TASK INSTRUCTIONS: Copy out all of the data exactly as it appears.

[RECORDS PROVIDED]

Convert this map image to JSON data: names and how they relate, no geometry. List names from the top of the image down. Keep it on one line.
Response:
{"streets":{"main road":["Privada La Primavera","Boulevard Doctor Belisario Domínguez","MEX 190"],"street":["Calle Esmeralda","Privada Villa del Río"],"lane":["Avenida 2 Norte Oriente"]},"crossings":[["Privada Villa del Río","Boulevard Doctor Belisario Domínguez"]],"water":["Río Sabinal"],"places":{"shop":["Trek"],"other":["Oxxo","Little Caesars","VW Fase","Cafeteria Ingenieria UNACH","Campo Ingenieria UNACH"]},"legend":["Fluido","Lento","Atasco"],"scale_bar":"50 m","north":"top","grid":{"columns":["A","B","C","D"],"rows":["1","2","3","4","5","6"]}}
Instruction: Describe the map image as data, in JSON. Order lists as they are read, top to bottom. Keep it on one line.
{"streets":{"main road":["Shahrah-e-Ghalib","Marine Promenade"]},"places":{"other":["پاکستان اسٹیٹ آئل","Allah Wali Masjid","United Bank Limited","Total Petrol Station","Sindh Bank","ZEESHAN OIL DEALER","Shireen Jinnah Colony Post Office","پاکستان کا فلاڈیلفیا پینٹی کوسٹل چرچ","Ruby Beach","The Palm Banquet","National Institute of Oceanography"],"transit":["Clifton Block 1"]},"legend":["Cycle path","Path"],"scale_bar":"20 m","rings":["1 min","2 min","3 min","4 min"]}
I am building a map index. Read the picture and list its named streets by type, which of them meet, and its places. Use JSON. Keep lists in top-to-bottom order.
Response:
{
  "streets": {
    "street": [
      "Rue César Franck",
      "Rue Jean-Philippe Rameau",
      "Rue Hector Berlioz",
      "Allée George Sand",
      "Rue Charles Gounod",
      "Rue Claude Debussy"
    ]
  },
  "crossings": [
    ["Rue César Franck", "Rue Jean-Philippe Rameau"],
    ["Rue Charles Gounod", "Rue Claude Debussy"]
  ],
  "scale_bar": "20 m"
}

[/RECORDS PROVIDED]

EXERCISE ANSWER:
Convert this map image to JSON data: names and how they relate, no geometry. List names from the top of the image down. Keep it on one line.
Response:
{"streets":{"main road":["Privada La Primavera","Boulevard Doctor Belisario Domínguez","MEX 190"],"street":["Calle Esmeralda","Privada Villa del Río"],"lane":["Avenida 2 Norte Oriente"]},"crossings":[["Privada Villa del Río","Boulevard Doctor Belisario Domínguez"]],"water":["Río Sabinal"],"places":{"shop":["Trek"],"other":["Oxxo","Little Caesars","VW Fase","Cafeteria Ingenieria UNACH","Campo Ingenieria UNACH"]},"legend":["Fluido","Lento","Atasco"],"scale_bar":"50 m","north":"top","grid":{"columns":["A","B","C","D"],"rows":["1","2","3","4","5","6"]}}
Instruction: Describe the map image as data, in JSON. Order lists as they are read, top to bottom. Keep it on one line.
{"streets":{"main road":["Shahrah-e-Ghalib","Marine Promenade"]},"places":{"other":["پاکستان اسٹیٹ آئل","Allah Wali Masjid","United Bank Limited","Total Petrol Station","Sindh Bank","ZEESHAN OIL DEALER","Shireen Jinnah Colony Post Office","پاکستان کا فلاڈیلفیا پینٹی کوسٹل چرچ","Ruby Beach","The Palm Banquet","National Institute of Oceanography"],"transit":["Clifton Block 1"]},"legend":["Cycle path","Path"],"scale_bar":"20 m","rings":["1 min","2 min","3 min","4 min"]}
I am building a map index. Read the picture and list its named streets by type, which of them meet, and its places. Use JSON. Keep lists in top-to-bottom order.
Response:
{
  "streets": {
    "street": [
      "Rue César Franck",
      "Rue Jean-Philippe Rameau",
      "Rue Hector Berlioz",
      "Allée George Sand",
      "Rue Charles Gounod",
      "Rue Claude Debussy"
    ]
  },
  "crossings": [
    ["Rue César Franck", "Rue Jean-Philippe Rameau"],
    ["Rue Charles Gounod", "Rue Claude Debussy"]
  ],
  "scale_bar": "20 m"
}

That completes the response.